Caso a distribuidora de energia fique sobrecontratada de forma involuntária, ou descontratada involuntariamente devido a atendimento do suprimento de última instância, os custos correspondentes serão alocados em todos os consumidores, regulados e livres, por meio de um encargo tarifário cobrado na proporção de seu consumo de energia elétrica.
Em até 180 dias da publicação da lei, o valor correspondente à energia elétrica comprada no mercado regulado passará a ser discriminado na fatura de energia.
Mudanças em autoprodução
Atualmente, os consumidores enquadrados como autoprodução remota, sócios de projetos localizados em outras localidades, inclusive outros submercados, pagam encargos correspondentes apenas ao seu consumo líquido. Ou seja, ao consumo que excede à energia gerada. A modalidade de autoprodução tem sido perseguida como uma alternativa para tornar a migração ao mercado livre mais competitiva para grandes consumidores, que se associam aos geradores renováveis e, em muitos casos, compartilham o financiamento da construção dos projetos.

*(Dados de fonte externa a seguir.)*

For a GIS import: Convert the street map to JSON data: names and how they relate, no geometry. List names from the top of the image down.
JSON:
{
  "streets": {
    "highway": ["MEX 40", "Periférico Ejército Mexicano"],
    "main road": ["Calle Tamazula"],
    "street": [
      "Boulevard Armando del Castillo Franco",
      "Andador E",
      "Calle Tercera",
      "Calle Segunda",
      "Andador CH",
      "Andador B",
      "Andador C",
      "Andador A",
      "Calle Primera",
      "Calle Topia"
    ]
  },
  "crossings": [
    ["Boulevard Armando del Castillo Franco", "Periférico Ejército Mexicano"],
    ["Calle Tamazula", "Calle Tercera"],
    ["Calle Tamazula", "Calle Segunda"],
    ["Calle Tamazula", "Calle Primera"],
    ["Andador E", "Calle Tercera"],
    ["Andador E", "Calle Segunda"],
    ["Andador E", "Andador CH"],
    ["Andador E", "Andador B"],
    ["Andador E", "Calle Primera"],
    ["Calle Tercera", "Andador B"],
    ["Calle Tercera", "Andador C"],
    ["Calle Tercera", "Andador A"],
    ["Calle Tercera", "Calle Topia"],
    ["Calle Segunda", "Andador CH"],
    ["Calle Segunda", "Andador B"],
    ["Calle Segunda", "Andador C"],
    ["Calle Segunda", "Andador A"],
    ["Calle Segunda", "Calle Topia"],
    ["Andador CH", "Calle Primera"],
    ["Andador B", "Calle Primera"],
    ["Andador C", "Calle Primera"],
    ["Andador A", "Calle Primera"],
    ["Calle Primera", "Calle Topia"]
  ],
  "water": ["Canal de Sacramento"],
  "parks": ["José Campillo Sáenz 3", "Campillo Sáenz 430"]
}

O crescimento tem sido grande, e muitos projetos são desenvolvidos sem uma parceria prévia com o consumidor, que entra na sociedade em um momento posterior. Como há um número limitado de grandes consumidores que viabilizem, sozinhos, os projetos de geração, os geradores buscam vários consumidores médios que possam comprar uma participação no projeto.
O relatório do PL 414 muda isso. Para empreendimentos de autoprodução outorgados depois da publicação da lei, o consumo líquido será apurado, e o desconto vai ser aplicado somente para energia autuproduzida no mesmo local de consumo. A mudança não vale para autoprodutores que atendam carga mínima individual de 30 MW – ou seja, os grandes consumidores de energia.
Além disso, a outorga conferida ao autoprodutor deverá conter a identificação do acionista autoprodutor e sua respectiva participação na sociedade titular da outorga. A inclusão de novos acionistas deverá ser precedida de anuência da Aneel. Assim, a agência terá maior controle sobre os projetos de autoprodução, e visibilidade em relação aos encargos que acabarão sendo custeados pelos demais consumidores, em virtude do desconto.
Desconto no fio
A lei 14.120/2021 trouxe uma mudança a respeito do desconto no fio para fontes incentivadas. Publicada em fevereiro de 2021, deu como prazo final para obtenção de outorgas o fim de fevereiro deste ano. Ou seja, a partir de março, as novas outorgas para fontes renováveis não contarão mais com o desconto pelo uso da rede de transmissão e distribuição.
Além disso, os empreendimentos tem prazo de até 48 meses para entrada em operação de todas suas unidades geradoras, contados a partir da outorga.
O relatório do PL 414 prevê a prorrogação do prazo de 48 meses quando o descumprimento deste for provocado pela inexistência ou indisponibilidade de conexão com a rede de transmissão, ou insuficiência da rede para escoamento da totalidade da potência outorgada no ponto de conexão solicitado pelo titular da outorga do empreendimento.
A prorrogação será válida desde que o motivo do atraso não for responsabilidade da geradora, e sim da transmissora. Além disso, os projetos de geração deverão ter firmado contrato de uso do sistema de transmissão (Cust) ou contrato de conexão ao sistema de transmissão (CCT).Não há limite para a prorrogação, que será dada pelo prazo correspondente ao atraso provocado.